■ **Assignment**
Would you repeat each line below precisely as it stands?

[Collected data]
== Segment start ==
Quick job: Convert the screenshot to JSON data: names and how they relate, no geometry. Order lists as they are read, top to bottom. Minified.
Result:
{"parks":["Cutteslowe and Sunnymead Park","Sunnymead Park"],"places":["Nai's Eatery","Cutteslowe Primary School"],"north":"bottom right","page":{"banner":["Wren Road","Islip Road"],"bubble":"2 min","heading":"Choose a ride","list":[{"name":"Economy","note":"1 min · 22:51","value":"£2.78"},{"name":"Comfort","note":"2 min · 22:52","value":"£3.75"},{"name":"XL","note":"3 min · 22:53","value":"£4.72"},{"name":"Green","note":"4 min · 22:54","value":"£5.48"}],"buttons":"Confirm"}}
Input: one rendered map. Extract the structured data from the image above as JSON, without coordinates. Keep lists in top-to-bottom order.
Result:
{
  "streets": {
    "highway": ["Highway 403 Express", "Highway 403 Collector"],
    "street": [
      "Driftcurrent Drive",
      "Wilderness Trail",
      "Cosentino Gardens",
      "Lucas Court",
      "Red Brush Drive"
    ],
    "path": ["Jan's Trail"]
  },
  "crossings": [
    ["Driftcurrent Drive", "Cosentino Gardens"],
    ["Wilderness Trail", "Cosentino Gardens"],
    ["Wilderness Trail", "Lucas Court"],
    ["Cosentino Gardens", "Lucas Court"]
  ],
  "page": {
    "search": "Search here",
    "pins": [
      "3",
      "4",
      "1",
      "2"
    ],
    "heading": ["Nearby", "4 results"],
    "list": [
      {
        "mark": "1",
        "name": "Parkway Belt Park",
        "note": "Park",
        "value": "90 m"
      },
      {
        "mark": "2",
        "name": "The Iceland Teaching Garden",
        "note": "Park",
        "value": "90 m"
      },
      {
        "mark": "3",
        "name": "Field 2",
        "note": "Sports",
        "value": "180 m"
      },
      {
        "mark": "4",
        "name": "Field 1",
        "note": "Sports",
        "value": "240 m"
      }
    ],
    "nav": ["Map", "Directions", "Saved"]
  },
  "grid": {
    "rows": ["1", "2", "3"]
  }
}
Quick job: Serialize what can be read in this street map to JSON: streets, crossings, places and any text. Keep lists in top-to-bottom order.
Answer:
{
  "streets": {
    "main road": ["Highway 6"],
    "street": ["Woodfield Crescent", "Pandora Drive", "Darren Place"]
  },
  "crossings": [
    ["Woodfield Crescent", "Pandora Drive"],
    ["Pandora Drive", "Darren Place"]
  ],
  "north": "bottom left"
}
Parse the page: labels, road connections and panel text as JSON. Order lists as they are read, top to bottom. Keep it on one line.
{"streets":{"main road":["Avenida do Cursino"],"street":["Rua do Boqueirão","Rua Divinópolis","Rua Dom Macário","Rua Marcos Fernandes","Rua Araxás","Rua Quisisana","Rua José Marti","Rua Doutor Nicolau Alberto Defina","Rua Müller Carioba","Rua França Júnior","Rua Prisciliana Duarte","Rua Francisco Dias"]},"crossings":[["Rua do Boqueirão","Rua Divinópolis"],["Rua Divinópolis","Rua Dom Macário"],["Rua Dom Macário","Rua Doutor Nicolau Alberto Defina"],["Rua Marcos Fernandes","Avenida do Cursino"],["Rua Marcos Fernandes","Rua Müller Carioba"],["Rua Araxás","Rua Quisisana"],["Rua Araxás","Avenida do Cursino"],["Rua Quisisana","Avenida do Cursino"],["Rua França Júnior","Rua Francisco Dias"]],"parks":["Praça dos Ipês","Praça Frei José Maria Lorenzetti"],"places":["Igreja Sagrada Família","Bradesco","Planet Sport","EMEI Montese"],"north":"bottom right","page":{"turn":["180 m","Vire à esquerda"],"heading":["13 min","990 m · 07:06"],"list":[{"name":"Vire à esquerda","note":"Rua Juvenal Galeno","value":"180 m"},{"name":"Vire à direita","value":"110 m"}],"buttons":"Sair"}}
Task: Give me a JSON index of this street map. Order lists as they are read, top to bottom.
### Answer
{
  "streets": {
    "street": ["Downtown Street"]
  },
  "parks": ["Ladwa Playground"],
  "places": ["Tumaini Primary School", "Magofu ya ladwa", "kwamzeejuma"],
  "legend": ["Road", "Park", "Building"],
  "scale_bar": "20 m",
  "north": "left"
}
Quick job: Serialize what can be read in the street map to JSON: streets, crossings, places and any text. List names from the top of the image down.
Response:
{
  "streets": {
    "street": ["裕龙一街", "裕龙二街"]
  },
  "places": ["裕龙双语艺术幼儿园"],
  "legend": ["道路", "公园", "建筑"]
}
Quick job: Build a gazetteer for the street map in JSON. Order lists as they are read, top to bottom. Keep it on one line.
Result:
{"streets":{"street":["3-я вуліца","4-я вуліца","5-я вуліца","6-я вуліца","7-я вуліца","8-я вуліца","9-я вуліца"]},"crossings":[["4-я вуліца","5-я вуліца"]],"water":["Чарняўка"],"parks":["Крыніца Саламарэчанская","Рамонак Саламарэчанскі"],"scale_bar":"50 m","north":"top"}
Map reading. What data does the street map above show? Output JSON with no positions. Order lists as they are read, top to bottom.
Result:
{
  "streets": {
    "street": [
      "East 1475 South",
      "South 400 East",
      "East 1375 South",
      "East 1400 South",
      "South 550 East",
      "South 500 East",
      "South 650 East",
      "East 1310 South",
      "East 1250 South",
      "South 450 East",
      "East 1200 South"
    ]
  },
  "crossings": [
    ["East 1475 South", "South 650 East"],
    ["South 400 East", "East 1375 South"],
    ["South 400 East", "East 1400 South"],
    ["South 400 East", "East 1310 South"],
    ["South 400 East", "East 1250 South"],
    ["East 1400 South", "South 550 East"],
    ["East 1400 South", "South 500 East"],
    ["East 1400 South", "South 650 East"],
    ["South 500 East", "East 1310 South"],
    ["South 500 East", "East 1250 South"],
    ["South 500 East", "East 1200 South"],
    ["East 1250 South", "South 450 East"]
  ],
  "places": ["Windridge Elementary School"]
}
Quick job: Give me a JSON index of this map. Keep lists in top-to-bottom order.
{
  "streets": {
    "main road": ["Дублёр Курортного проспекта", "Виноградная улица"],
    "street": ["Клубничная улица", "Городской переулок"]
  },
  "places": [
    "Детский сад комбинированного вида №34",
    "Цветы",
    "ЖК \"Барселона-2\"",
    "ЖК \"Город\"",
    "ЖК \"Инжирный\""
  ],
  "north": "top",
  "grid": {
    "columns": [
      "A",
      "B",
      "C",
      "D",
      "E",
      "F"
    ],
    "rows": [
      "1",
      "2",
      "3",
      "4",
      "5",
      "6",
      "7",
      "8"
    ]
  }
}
== Segment end ==
■ **Written response**
Quick job: Convert the screenshot to JSON data: names and how they relate, no geometry. Order lists as they are read, top to bottom. Minified.
Result:
{"parks":["Cutteslowe and Sunnymead Park","Sunnymead Park"],"places":["Nai's Eatery","Cutteslowe Primary School"],"north":"bottom right","page":{"banner":["Wren Road","Islip Road"],"bubble":"2 min","heading":"Choose a ride","list":[{"name":"Economy","note":"1 min · 22:51","value":"£2.78"},{"name":"Comfort","note":"2 min · 22:52","value":"£3.75"},{"name":"XL","note":"3 min · 22:53","value":"£4.72"},{"name":"Green","note":"4 min · 22:54","value":"£5.48"}],"buttons":"Confirm"}}
Input: one rendered map. Extract the structured data from the image above as JSON, without coordinates. Keep lists in top-to-bottom order.
Result:
{
  "streets": {
    "highway": ["Highway 403 Express", "Highway 403 Collector"],
    "street": [
      "Driftcurrent Drive",
      "Wilderness Trail",
      "Cosentino Gardens",
      "Lucas Court",
      "Red Brush Drive"
    ],
    "path": ["Jan's Trail"]
  },
  "crossings": [
    ["Driftcurrent Drive", "Cosentino Gardens"],
    ["Wilderness Trail", "Cosentino Gardens"],
    ["Wilderness Trail", "Lucas Court"],
    ["Cosentino Gardens", "Lucas Court"]
  ],
  "page": {
    "search": "Search here",
    "pins": [
      "3",
      "4",
      "1",
      "2"
    ],
    "heading": ["Nearby", "4 results"],
    "list": [
      {
        "mark": "1",
        "name": "Parkway Belt Park",
        "note": "Park",
        "value": "90 m"
      },
      {
        "mark": "2",
        "name": "The Iceland Teaching Garden",
        "note": "Park",
        "value": "90 m"
      },
      {
        "mark": "3",
        "name": "Field 2",
        "note": "Sports",
        "value": "180 m"
      },
      {
        "mark": "4",
        "name": "Field 1",
        "note": "Sports",
        "value": "240 m"
      }
    ],
    "nav": ["Map", "Directions", "Saved"]
  },
  "grid": {
    "rows": ["1", "2", "3"]
  }
}
Quick job: Serialize what can be read in this street map to JSON: streets, crossings, places and any text. Keep lists in top-to-bottom order.
Answer:
{
  "streets": {
    "main road": ["Highway 6"],
    "street": ["Woodfield Crescent", "Pandora Drive", "Darren Place"]
  },
  "crossings": [
    ["Woodfield Crescent", "Pandora Drive"],
    ["Pandora Drive", "Darren Place"]
  ],
  "north": "bottom left"
}
Parse the page: labels, road connections and panel text as JSON. Order lists as they are read, top to bottom. Keep it on one line.
{"streets":{"main road":["Avenida do Cursino"],"street":["Rua do Boqueirão","Rua Divinópolis","Rua Dom Macário","Rua Marcos Fernandes","Rua Araxás","Rua Quisisana","Rua José Marti","Rua Doutor Nicolau Alberto Defina","Rua Müller Carioba","Rua França Júnior","Rua Prisciliana Duarte","Rua Francisco Dias"]},"crossings":[["Rua do Boqueirão","Rua Divinópolis"],["Rua Divinópolis","Rua Dom Macário"],["Rua Dom Macário","Rua Doutor Nicolau Alberto Defina"],["Rua Marcos Fernandes","Avenida do Cursino"],["Rua Marcos Fernandes","Rua Müller Carioba"],["Rua Araxás","Rua Quisisana"],["Rua Araxás","Avenida do Cursino"],["Rua Quisisana","Avenida do Cursino"],["Rua França Júnior","Rua Francisco Dias"]],"parks":["Praça dos Ipês","Praça Frei José Maria Lorenzetti"],"places":["Igreja Sagrada Família","Bradesco","Planet Sport","EMEI Montese"],"north":"bottom right","page":{"turn":["180 m","Vire à esquerda"],"heading":["13 min","990 m · 07:06"],"list":[{"name":"Vire à esquerda","note":"Rua Juvenal Galeno","value":"180 m"},{"name":"Vire à direita","value":"110 m"}],"buttons":"Sair"}}
Task: Give me a JSON index of this street map. Order lists as they are read, top to bottom.
### Answer
{
  "streets": {
    "street": ["Downtown Street"]
  },
  "parks": ["Ladwa Playground"],
  "places": ["Tumaini Primary School", "Magofu ya ladwa", "kwamzeejuma"],
  "legend": ["Road", "Park", "Building"],
  "scale_bar": "20 m",
  "north": "left"
}
Quick job: Serialize what can be read in the street map to JSON: streets, crossings, places and any text. List names from the top of the image down.
Response:
{
  "streets": {
    "street": ["裕龙一街", "裕龙二街"]
  },
  "places": ["裕龙双语艺术幼儿园"],
  "legend": ["道路", "公园", "建筑"]
}
Quick job: Build a gazetteer for the street map in JSON. Order lists as they are read, top to bottom. Keep it on one line.
Result:
{"streets":{"street":["3-я вуліца","4-я вуліца","5-я вуліца","6-я вуліца","7-я вуліца","8-я вуліца","9-я вуліца"]},"crossings":[["4-я вуліца","5-я вуліца"]],"water":["Чарняўка"],"parks":["Крыніца Саламарэчанская","Рамонак Саламарэчанскі"],"scale_bar":"50 m","north":"top"}
Map reading. What data does the street map above show? Output JSON with no positions. Order lists as they are read, top to bottom.
Result:
{
  "streets": {
    "street": [
      "East 1475 South",
      "South 400 East",
      "East 1375 South",
      "East 1400 South",
      "South 550 East",
      "South 500 East",
      "South 650 East",
      "East 1310 South",
      "East 1250 South",
      "South 450 East",
      "East 1200 South"
    ]
  },
  "crossings": [
    ["East 1475 South", "South 650 East"],
    ["South 400 East", "East 1375 South"],
    ["South 400 East", "East 1400 South"],
    ["South 400 East", "East 1310 South"],
    ["South 400 East", "East 1250 South"],
    ["East 1400 South", "South 550 East"],
    ["East 1400 South", "South 500 East"],
    ["East 1400 South", "South 650 East"],
    ["South 500 East", "East 1310 South"],
    ["South 500 East", "East 1250 South"],
    ["South 500 East", "East 1200 South"],
    ["East 1250 South", "South 450 East"]
  ],
  "places": ["Windridge Elementary School"]
}
Quick job: Give me a JSON index of this map. Keep lists in top-to-bottom order.
{
  "streets": {
    "main road": ["Дублёр Курортного проспекта", "Виноградная улица"],
    "street": ["Клубничная улица", "Городской переулок"]
  },
  "places": [
    "Детский сад комбинированного вида №34",
    "Цветы",
    "ЖК \"Барселона-2\"",
    "ЖК \"Город\"",
    "ЖК \"Инжирный\""
  ],
  "north": "top",
  "grid": {
    "columns": [
      "A",
      "B",
      "C",
      "D",
      "E",
      "F"
    ],
    "rows": [
      "1",
      "2",
      "3",
      "4",
      "5",
      "6",
      "7",
      "8"
    ]
  }
}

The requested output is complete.